A: Your employer should not have put you in this difficult and potentially dangerous position. There are a number of remedies open to you:
- Your employer is legally responsible for your health and safety.He must take all reasonable measures to protect you. It is difficult to understand why the meeting could not have been postponed pending the results of the COVID-19 test – they normally only take between 1-2 days. Even if there was a good reason for the meeting to go ahead, it could have been held remotely using video conferencing or indeed why protective measures such as social distancing could have applied. There certainly seems no good reason why you should have been exposed to such a serious risk.
Your employer is in breach of his duty of care to you and you do have a right to pursue an action against him for any loss sustained. Precisely what that loss is depends on whether you contract COVID-19. If you do, and you can show that it is more likely than not you caught it from your infected work colleague at this meeting, you will be entitled to compensation for all pain, suffering and wage loss arising from your COVID-19 infection.

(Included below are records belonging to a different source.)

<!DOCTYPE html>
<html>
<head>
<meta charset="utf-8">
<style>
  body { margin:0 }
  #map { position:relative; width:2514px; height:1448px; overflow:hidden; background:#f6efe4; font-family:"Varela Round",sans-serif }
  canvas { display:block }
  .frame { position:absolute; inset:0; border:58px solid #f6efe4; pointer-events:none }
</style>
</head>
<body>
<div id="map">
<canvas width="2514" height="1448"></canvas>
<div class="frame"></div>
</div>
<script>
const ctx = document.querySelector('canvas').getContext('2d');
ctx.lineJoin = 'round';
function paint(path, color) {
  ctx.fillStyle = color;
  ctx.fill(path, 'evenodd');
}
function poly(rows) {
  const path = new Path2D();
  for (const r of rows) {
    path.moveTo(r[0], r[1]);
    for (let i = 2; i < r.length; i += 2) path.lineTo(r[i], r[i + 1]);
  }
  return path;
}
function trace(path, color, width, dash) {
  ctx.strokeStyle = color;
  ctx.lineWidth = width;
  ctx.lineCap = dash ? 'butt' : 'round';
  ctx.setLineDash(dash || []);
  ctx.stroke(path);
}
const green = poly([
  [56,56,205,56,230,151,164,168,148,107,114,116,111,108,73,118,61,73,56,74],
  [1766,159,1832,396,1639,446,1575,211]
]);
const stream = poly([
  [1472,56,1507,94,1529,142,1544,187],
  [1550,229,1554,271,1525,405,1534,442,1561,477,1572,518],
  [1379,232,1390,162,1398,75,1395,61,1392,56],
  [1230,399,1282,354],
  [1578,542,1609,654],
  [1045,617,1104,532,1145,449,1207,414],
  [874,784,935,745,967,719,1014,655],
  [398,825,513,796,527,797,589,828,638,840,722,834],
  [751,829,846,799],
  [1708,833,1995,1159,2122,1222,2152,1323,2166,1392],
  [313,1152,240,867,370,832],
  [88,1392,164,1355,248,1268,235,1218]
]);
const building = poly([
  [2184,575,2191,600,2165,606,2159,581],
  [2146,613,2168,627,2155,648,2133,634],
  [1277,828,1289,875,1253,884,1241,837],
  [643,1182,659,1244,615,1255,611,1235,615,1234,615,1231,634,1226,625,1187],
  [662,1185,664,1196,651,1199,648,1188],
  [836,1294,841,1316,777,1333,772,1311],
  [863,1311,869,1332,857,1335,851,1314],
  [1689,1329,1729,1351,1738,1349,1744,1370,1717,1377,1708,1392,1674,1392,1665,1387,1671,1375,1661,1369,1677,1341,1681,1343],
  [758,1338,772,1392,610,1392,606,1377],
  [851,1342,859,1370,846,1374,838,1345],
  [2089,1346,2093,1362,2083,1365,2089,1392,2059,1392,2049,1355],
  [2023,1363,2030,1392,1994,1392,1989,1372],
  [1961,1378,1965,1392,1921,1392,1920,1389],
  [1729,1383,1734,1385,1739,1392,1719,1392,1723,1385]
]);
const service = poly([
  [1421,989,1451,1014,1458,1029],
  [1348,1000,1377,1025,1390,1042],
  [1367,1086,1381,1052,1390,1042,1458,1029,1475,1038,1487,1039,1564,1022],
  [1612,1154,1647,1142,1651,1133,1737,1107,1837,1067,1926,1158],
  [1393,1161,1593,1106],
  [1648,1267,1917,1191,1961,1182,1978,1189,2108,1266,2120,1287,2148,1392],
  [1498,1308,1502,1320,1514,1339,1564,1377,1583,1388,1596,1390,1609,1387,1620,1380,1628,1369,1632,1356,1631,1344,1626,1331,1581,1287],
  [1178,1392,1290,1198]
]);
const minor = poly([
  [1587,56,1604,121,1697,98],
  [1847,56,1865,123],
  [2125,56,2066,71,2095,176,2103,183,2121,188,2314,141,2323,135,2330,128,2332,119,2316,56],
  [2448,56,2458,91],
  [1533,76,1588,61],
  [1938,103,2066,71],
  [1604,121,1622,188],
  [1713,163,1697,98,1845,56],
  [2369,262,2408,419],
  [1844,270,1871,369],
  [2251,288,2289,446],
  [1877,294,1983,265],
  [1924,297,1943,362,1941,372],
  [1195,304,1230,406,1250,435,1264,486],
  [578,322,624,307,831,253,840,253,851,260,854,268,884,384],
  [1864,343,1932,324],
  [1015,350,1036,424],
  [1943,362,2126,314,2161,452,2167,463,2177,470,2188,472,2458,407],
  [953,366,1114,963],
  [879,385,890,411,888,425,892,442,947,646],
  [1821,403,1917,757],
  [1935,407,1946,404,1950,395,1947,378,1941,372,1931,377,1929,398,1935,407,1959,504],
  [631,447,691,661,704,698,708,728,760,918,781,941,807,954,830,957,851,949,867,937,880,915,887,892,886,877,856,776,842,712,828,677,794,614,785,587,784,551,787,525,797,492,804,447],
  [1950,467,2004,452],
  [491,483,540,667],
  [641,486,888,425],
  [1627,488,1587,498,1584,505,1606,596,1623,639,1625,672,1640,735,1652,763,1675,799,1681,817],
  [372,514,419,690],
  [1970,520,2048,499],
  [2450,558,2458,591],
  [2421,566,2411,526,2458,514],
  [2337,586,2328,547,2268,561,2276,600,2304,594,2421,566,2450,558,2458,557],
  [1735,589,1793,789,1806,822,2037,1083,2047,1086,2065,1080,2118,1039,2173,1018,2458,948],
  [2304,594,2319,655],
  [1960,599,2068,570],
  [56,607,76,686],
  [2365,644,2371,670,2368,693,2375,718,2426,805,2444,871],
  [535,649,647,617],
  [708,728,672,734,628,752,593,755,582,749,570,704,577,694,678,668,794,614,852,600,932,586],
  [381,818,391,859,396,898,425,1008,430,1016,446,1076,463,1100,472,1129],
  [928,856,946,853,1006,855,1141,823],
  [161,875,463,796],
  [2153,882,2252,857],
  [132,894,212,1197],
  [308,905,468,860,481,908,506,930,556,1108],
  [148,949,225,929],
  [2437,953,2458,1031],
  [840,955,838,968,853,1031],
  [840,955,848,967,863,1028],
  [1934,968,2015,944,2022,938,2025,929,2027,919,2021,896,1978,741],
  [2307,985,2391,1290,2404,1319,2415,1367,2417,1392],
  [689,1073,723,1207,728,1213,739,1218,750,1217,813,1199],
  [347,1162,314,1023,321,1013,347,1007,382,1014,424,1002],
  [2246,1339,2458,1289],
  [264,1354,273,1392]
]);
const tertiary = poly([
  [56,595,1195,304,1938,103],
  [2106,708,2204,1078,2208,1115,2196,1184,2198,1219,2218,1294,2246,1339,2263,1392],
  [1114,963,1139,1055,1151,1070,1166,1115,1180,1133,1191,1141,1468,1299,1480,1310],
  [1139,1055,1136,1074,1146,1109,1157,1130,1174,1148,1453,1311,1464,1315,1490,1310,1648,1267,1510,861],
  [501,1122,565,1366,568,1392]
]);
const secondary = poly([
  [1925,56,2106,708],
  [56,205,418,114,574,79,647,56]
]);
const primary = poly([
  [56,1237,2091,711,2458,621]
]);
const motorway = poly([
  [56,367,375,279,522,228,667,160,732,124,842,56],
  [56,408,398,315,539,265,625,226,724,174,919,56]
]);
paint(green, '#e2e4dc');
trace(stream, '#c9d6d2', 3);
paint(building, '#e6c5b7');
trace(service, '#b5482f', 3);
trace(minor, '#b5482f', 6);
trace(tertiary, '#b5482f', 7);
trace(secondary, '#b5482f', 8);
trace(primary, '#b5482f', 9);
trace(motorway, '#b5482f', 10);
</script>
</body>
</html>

If you do not develop COVID-19, but suffer a significant mental impairment such as clinical anxiety neurosis or depression due to the fear of contracting COVID-19, you may also have an action against your employer. If you only suffer wage loss due to the 14-day isolation period, you will certainly have an action against your employer to recover any such loss.
- If you have a written contract of employment, it is likely that there will be a term in the contract to the effect that the employer undertakes to take all reasonable steps to protect your health and safely whilst at work. Even if you have no such contract, courts imply a duty of trust and confidence into your work relationship with your employer. In this instance, your employer’s conduct is likely to be a fundamental breach of this implied term and may entitle you to bring an action for constructive dismissal against him. Constructive dismissal is a complex area of law and you should take no action of any sort until you first seek advice from an experienced employment lawyer.
Disclaimer: This article does not constitute legal advice. Legal advice should be sought to address specific circumstances.